§ GOAL OF THE EXERCISE
An exact transcription of all the data is required.

Collected data

———

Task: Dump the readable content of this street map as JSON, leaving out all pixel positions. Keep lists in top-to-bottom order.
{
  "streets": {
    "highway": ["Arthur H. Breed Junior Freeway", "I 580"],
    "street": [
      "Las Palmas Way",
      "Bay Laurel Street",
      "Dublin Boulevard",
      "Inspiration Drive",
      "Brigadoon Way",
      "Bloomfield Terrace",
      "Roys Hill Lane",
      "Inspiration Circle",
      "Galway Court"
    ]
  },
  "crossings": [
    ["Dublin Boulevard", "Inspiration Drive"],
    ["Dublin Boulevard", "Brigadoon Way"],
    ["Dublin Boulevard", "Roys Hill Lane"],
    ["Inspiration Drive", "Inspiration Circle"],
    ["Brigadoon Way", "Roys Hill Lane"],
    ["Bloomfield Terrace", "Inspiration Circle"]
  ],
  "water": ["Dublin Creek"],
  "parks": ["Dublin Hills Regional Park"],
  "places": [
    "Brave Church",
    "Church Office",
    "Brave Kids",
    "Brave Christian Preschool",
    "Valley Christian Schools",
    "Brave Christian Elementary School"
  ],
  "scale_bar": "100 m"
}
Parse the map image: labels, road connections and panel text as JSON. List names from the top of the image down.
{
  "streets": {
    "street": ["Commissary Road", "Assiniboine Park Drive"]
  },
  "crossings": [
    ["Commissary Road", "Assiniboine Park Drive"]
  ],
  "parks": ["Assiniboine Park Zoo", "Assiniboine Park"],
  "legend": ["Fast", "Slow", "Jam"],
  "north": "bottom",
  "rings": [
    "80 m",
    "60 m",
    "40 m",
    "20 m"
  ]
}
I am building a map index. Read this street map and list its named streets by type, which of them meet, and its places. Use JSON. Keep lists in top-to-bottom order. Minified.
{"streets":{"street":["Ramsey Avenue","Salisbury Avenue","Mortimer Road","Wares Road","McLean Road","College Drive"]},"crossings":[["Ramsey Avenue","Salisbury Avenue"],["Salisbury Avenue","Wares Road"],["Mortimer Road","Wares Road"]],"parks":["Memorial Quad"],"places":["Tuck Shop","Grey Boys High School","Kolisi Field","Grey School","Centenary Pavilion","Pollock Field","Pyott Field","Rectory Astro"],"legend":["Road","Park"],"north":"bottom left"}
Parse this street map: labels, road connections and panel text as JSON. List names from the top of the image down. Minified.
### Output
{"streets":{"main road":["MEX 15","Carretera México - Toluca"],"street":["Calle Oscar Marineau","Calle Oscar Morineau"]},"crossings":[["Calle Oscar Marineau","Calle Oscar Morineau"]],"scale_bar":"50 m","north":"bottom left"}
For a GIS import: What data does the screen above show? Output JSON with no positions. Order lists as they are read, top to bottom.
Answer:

———

§ RESPONSE BOX
Task: Dump the readable content of this street map as JSON, leaving out all pixel positions. Keep lists in top-to-bottom order.
{
  "streets": {
    "highway": ["Arthur H. Breed Junior Freeway", "I 580"],
    "street": [
      "Las Palmas Way",
      "Bay Laurel Street",
      "Dublin Boulevard",
      "Inspiration Drive",
      "Brigadoon Way",
      "Bloomfield Terrace",
      "Roys Hill Lane",
      "Inspiration Circle",
      "Galway Court"
    ]
  },
  "crossings": [
    ["Dublin Boulevard", "Inspiration Drive"],
    ["Dublin Boulevard", "Brigadoon Way"],
    ["Dublin Boulevard", "Roys Hill Lane"],
    ["Inspiration Drive", "Inspiration Circle"],
    ["Brigadoon Way", "Roys Hill Lane"],
    ["Bloomfield Terrace", "Inspiration Circle"]
  ],
  "water": ["Dublin Creek"],
  "parks": ["Dublin Hills Regional Park"],
  "places": [
    "Brave Church",
    "Church Office",
    "Brave Kids",
    "Brave Christian Preschool",
    "Valley Christian Schools",
    "Brave Christian Elementary School"
  ],
  "scale_bar": "100 m"
}
Parse the map image: labels, road connections and panel text as JSON. List names from the top of the image down.
{
  "streets": {
    "street": ["Commissary Road", "Assiniboine Park Drive"]
  },
  "crossings": [
    ["Commissary Road", "Assiniboine Park Drive"]
  ],
  "parks": ["Assiniboine Park Zoo", "Assiniboine Park"],
  "legend": ["Fast", "Slow", "Jam"],
  "north": "bottom",
  "rings": [
    "80 m",
    "60 m",
    "40 m",
    "20 m"
  ]
}
I am building a map index. Read this street map and list its named streets by type, which of them meet, and its places. Use JSON. Keep lists in top-to-bottom order. Minified.
{"streets":{"street":["Ramsey Avenue","Salisbury Avenue","Mortimer Road","Wares Road","McLean Road","College Drive"]},"crossings":[["Ramsey Avenue","Salisbury Avenue"],["Salisbury Avenue","Wares Road"],["Mortimer Road","Wares Road"]],"parks":["Memorial Quad"],"places":["Tuck Shop","Grey Boys High School","Kolisi Field","Grey School","Centenary Pavilion","Pollock Field","Pyott Field","Rectory Astro"],"legend":["Road","Park"],"north":"bottom left"}
Parse this street map: labels, road connections and panel text as JSON. List names from the top of the image down. Minified.
### Output
{"streets":{"main road":["MEX 15","Carretera México - Toluca"],"street":["Calle Oscar Marineau","Calle Oscar Morineau"]},"crossings":[["Calle Oscar Marineau","Calle Oscar Morineau"]],"scale_bar":"50 m","north":"bottom left"}
For a GIS import: What data does the screen above show? Output JSON with no positions. Order lists as they are read, top to bottom.
Answer:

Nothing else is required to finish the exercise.